O Instituto Nacional do Seguro Social concluiu um mutirão nacional para acelerar a análise de pedidos de salário-maternidade e agora terá de cumprir um novo prazo legal para liberar o benefício às seguradas.
A mudança ocorre após a sanção da Lei 15.415/2026 pelo presidente Luiz Inácio Lula da Silva, estabelecendo que mulheres com direito ao benefício pago diretamente pelo INSS deverão receber resposta em até 30 dias após o pedido.
Caso o prazo não seja respeitado, o benefício será concedido automaticamente, mesmo antes da conclusão definitiva da análise.
O salário-maternidade é pago por 120 dias, equivalente a quatro meses de afastamento. Em 2026, os valores variam entre R$ 1.621, correspondente ao salário mínimo, e R$ 8.475,55, teto atual do INSS.
Na prática, isso significa que uma segurada que recebe o teto previdenciário pode acumular até R$ 33.902,20 durante todo o período do benefício.
O pagamento é destinado a mulheres em casos de parto ou adoção e pode começar até 28 dias antes do nascimento do bebê.
Mutirão reduziu fila de pedidos
Antes da nova regra entrar em vigor, o Instituto Nacional do Seguro Social realizou um mutirão nacional entre os dias 8 e 22 de maio para reduzir o estoque de solicitações pendentes.
Segundo os dados divulgados, cerca de 126 mil pedidos que aguardavam análise há mais de 30 dias foram concluídos no período.
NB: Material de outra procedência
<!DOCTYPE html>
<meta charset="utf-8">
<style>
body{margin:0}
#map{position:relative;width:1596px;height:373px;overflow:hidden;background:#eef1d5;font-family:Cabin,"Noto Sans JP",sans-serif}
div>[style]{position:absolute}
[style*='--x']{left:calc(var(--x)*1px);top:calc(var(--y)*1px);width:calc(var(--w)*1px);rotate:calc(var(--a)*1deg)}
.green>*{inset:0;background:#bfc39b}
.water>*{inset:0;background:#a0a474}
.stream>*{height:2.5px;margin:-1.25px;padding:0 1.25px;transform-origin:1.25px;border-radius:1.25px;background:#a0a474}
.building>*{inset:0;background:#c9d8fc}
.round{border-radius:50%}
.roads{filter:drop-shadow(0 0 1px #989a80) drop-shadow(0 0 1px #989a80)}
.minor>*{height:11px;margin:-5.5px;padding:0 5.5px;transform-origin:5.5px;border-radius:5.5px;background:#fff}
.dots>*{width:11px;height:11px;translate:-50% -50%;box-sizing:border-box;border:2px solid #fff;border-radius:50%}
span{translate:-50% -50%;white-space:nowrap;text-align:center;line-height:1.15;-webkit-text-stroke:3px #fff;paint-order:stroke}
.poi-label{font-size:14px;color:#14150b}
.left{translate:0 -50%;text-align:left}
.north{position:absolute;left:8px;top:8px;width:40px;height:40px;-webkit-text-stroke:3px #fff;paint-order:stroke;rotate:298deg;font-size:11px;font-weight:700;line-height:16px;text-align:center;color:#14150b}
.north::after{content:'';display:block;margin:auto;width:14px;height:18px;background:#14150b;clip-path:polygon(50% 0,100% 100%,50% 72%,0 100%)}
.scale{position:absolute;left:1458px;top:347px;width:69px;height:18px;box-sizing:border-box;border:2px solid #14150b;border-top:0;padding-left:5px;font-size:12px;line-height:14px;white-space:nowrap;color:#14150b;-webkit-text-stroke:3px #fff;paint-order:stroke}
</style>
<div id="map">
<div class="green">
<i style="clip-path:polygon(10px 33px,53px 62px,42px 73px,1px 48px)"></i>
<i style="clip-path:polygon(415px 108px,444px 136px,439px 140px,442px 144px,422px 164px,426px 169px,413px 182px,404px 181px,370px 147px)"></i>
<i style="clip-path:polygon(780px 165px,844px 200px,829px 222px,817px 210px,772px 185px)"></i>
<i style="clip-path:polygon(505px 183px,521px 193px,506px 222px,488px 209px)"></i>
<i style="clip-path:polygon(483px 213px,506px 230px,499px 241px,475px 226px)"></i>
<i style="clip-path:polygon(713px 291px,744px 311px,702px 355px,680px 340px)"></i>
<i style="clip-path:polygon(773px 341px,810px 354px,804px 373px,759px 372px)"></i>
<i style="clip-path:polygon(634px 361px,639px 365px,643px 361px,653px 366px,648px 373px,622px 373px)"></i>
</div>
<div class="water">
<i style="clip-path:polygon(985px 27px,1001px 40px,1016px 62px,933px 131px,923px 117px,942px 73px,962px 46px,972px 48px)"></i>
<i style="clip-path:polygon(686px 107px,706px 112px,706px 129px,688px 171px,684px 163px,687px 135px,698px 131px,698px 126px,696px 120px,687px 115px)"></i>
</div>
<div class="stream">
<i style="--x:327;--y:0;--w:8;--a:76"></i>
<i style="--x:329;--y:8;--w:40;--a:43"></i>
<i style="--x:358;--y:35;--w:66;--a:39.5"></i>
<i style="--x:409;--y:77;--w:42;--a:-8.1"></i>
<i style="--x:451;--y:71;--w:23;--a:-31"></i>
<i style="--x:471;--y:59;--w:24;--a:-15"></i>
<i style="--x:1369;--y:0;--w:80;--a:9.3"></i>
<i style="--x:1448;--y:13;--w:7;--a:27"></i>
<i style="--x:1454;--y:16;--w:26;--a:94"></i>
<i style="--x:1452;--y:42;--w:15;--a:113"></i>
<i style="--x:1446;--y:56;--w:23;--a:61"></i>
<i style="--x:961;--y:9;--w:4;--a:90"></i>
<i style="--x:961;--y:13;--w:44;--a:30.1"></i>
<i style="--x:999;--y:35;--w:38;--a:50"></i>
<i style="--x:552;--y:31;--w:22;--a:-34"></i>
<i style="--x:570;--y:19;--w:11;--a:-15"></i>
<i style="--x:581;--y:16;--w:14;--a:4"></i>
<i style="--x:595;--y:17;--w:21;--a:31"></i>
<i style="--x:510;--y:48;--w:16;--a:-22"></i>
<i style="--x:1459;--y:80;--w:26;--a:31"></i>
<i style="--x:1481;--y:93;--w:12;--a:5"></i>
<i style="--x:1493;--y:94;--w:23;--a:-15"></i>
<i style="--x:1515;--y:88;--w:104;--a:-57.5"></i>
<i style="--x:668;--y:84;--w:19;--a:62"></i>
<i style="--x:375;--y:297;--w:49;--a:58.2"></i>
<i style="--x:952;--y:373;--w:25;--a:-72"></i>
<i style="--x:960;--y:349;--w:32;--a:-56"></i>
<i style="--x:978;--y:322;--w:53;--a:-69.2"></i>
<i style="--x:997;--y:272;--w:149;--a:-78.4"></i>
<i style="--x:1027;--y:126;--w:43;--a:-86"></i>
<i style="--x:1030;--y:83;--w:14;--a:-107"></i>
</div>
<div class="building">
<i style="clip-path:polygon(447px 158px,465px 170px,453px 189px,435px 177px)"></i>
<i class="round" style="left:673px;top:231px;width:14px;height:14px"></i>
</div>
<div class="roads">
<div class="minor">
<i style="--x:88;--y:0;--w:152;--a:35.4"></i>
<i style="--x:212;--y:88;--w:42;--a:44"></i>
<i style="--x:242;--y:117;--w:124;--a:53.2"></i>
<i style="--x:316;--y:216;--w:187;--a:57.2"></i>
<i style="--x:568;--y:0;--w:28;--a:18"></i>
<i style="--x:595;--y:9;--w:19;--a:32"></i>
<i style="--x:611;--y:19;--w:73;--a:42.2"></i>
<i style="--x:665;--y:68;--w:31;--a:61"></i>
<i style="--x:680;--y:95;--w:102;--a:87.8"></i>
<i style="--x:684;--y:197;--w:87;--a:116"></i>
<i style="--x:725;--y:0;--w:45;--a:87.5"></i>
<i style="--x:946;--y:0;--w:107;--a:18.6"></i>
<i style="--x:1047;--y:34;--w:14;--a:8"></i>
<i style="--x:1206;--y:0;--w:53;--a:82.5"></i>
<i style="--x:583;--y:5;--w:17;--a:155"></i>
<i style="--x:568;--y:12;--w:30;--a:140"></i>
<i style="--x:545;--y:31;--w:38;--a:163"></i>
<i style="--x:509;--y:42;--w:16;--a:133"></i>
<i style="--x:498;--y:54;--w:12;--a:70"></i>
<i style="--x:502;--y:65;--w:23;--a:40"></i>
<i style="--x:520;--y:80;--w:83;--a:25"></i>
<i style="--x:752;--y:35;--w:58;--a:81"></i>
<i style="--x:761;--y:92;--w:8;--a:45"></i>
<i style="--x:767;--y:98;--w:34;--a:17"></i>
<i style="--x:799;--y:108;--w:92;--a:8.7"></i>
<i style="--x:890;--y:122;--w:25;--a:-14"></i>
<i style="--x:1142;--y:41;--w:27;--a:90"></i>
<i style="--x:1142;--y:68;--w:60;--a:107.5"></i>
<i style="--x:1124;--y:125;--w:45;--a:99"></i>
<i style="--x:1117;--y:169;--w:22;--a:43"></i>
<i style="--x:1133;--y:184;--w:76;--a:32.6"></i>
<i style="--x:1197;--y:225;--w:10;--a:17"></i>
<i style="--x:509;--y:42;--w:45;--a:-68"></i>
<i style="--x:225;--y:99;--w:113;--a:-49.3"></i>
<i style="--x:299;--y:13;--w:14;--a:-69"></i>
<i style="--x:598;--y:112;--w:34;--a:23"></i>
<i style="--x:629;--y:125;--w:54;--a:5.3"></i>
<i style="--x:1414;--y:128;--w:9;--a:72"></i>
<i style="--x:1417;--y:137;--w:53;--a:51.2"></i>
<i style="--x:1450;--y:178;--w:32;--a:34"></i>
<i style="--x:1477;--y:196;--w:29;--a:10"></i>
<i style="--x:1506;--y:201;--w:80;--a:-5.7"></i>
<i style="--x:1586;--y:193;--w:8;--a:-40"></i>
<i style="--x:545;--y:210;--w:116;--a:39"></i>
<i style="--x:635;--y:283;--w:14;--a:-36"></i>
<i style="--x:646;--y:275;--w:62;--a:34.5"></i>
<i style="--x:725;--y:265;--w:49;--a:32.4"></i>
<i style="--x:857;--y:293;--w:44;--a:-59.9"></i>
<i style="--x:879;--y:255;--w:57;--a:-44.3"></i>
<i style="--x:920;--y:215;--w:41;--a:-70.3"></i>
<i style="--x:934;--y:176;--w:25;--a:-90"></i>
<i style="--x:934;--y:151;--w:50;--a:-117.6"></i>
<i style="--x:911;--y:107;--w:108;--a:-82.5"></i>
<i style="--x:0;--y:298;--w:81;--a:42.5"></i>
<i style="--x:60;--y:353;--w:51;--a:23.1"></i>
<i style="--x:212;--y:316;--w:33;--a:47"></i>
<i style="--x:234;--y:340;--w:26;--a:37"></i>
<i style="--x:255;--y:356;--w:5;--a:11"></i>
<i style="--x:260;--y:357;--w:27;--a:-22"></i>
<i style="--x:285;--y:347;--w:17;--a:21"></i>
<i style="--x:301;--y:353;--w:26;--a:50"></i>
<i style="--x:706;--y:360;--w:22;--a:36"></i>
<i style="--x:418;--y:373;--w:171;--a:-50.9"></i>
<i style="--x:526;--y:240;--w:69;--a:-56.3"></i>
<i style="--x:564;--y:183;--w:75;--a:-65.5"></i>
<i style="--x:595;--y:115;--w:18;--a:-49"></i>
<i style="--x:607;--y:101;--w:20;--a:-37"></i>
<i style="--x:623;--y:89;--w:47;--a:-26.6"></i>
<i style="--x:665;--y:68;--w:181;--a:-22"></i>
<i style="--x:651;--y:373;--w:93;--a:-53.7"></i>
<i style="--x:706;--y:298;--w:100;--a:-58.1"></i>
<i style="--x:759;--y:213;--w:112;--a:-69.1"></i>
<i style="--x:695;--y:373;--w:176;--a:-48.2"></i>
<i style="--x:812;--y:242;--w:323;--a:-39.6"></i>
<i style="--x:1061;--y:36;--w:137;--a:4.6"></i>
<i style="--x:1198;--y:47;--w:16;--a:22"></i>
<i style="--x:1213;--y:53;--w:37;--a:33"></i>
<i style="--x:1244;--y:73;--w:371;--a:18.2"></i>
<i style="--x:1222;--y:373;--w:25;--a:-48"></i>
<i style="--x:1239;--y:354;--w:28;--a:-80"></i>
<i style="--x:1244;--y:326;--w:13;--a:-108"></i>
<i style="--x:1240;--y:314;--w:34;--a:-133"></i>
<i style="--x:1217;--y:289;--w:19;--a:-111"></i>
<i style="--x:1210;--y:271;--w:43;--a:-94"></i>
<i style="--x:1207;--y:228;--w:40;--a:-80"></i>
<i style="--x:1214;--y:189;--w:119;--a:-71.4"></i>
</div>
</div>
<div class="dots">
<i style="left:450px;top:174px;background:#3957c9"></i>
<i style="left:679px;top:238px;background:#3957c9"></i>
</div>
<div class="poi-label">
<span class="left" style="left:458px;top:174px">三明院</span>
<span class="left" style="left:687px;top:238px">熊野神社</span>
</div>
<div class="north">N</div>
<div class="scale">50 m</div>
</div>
Mesmo assim, ainda existem aproximadamente 165 mil requerimentos pendentes.
Atualmente, o tempo médio de análise do salário-maternidade gira em torno de 45 dias, acima do novo limite definido pela legislação.
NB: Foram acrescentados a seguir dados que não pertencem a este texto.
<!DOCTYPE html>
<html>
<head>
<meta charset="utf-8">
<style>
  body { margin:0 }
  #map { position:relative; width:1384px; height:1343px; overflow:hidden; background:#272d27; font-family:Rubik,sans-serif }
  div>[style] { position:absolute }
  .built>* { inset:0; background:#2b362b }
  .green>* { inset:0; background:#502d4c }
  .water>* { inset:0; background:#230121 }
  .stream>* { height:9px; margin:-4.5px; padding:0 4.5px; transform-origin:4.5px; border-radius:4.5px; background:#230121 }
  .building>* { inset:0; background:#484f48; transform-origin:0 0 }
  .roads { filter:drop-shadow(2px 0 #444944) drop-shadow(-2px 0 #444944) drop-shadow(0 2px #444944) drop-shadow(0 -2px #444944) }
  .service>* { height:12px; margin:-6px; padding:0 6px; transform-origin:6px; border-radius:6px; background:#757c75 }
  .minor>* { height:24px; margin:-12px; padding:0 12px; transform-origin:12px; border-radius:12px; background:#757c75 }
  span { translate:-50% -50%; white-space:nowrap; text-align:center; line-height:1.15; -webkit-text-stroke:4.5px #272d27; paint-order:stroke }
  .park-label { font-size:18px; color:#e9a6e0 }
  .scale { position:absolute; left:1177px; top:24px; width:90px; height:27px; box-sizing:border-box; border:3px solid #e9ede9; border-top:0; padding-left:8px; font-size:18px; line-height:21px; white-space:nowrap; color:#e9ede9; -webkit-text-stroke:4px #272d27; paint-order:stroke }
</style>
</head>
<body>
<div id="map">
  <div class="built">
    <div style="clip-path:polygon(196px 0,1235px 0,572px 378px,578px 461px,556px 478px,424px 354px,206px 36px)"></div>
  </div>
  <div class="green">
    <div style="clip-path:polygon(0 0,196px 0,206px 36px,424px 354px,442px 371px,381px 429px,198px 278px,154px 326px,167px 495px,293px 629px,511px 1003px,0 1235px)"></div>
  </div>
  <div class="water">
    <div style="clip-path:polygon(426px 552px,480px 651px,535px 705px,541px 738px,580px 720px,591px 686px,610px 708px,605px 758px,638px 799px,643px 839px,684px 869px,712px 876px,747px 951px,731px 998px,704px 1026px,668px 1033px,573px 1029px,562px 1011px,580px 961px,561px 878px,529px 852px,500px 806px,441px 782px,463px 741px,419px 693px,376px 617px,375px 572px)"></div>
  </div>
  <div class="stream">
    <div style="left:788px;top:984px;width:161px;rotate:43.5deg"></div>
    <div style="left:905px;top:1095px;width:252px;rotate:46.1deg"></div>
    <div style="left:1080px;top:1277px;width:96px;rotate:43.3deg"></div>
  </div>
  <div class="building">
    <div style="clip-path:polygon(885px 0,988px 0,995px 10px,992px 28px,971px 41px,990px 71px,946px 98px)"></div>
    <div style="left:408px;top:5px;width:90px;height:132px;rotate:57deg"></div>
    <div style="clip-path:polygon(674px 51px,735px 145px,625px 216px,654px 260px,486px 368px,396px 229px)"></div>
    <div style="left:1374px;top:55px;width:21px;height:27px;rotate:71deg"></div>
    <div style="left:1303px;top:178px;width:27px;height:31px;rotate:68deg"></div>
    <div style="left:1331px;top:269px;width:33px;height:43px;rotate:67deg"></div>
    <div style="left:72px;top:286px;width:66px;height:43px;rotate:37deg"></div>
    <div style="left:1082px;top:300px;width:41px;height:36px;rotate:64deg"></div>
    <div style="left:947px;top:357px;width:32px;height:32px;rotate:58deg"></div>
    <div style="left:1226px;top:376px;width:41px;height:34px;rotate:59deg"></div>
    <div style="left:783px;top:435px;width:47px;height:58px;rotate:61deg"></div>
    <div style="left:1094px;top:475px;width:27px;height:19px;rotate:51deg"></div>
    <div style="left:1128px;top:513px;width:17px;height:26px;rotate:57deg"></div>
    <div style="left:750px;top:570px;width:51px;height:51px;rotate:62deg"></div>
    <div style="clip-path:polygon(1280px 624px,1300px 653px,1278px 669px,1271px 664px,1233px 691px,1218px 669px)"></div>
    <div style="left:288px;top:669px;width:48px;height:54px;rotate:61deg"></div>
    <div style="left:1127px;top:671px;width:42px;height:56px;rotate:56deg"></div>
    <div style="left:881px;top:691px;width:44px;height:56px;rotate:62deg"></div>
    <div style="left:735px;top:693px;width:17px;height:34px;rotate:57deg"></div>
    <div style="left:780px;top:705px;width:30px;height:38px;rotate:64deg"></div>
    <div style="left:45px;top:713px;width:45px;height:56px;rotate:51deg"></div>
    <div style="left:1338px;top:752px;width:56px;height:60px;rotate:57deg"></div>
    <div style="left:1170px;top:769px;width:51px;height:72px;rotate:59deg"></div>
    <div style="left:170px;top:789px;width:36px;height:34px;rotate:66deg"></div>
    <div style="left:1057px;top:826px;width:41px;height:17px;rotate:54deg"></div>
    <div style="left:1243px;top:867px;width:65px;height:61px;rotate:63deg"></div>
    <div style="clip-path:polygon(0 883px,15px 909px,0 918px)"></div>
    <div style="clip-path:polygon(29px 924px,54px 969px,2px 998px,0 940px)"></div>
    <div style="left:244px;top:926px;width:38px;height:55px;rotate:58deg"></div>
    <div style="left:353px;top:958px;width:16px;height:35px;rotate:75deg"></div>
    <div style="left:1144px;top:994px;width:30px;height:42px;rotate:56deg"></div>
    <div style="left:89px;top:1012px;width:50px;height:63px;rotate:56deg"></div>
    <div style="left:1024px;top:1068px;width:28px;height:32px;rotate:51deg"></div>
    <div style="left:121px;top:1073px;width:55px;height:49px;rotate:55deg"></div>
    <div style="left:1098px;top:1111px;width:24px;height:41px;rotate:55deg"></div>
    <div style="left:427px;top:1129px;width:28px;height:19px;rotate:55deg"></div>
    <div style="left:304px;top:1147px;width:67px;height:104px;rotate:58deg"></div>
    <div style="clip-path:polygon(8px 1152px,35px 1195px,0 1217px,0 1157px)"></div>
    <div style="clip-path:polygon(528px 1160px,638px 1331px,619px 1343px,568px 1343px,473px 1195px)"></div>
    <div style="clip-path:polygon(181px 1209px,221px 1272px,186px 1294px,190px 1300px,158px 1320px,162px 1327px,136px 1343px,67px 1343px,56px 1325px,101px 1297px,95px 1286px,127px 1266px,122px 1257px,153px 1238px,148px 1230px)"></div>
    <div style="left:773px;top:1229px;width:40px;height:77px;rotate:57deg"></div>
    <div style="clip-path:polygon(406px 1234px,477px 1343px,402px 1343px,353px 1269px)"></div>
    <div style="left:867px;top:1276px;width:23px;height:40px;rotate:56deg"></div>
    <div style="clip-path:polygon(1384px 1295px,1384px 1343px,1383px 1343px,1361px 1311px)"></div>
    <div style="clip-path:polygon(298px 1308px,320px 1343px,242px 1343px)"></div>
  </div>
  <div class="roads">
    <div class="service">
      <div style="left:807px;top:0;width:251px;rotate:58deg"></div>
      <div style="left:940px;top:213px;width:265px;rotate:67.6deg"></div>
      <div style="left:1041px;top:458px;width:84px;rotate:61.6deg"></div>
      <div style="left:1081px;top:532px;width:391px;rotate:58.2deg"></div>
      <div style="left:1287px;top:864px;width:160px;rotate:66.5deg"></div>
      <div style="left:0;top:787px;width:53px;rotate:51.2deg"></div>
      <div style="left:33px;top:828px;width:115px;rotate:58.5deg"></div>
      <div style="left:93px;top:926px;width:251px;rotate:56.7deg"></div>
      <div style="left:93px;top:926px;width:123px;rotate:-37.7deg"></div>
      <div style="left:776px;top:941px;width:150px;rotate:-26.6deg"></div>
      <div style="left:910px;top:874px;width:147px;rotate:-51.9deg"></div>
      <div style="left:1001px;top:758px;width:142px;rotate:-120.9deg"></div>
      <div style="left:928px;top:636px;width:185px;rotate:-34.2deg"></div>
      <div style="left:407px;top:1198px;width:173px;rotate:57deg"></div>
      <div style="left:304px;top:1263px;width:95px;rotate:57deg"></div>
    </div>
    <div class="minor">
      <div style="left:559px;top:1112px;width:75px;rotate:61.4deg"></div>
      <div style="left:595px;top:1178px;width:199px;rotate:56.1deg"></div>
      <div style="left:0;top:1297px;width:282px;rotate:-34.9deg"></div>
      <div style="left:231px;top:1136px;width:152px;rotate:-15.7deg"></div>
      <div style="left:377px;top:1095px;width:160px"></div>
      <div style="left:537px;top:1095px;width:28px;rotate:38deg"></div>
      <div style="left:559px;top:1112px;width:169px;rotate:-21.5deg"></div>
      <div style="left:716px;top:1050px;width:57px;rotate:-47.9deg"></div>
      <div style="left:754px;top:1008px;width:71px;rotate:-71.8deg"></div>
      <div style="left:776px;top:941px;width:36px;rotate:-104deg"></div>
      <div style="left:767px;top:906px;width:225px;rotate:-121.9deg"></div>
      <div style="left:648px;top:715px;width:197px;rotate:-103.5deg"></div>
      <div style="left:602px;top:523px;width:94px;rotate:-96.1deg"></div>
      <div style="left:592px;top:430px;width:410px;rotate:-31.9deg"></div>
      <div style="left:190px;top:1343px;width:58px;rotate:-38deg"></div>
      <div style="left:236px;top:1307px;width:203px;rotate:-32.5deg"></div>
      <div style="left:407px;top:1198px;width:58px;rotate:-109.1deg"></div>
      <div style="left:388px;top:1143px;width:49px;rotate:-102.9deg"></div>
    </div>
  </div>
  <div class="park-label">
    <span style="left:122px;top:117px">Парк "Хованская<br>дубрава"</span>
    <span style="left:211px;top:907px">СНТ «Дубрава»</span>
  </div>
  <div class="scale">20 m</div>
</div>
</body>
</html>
Quem tem direito ao salário-maternidade
A nova regra beneficia seguradas que recebem o pagamento diretamente pela Previdência Social, incluindo:
- empregadas domésticas;
- trabalhadoras rurais;
- indígenas;
- quilombolas;
- pescadoras artesanais;
- contribuintes individuais;
- microempreendedoras individuais (MEIs);
- trabalhadoras avulsas;
- seguradas desempregadas que ainda mantêm qualidade de segurada.
Benefício automático ainda poderá ser revisado
Mesmo após a concessão automática, o Instituto Nacional do Seguro Social continuará podendo revisar o pedido posteriormente.
Nesses casos, três situações poderão ocorrer:
- manutenção definitiva do benefício, caso a segurada cumpra todos os requisitos;
- suspensão e devolução dos valores, se houver comprovação de má-fé;
- encerramento do pagamento sem devolução, quando não houver direito ao benefício, mas também não existir fraude por parte da segurada.
A medida foi criada para evitar longas esperas e garantir maior rapidez no acesso ao benefício previdenciário.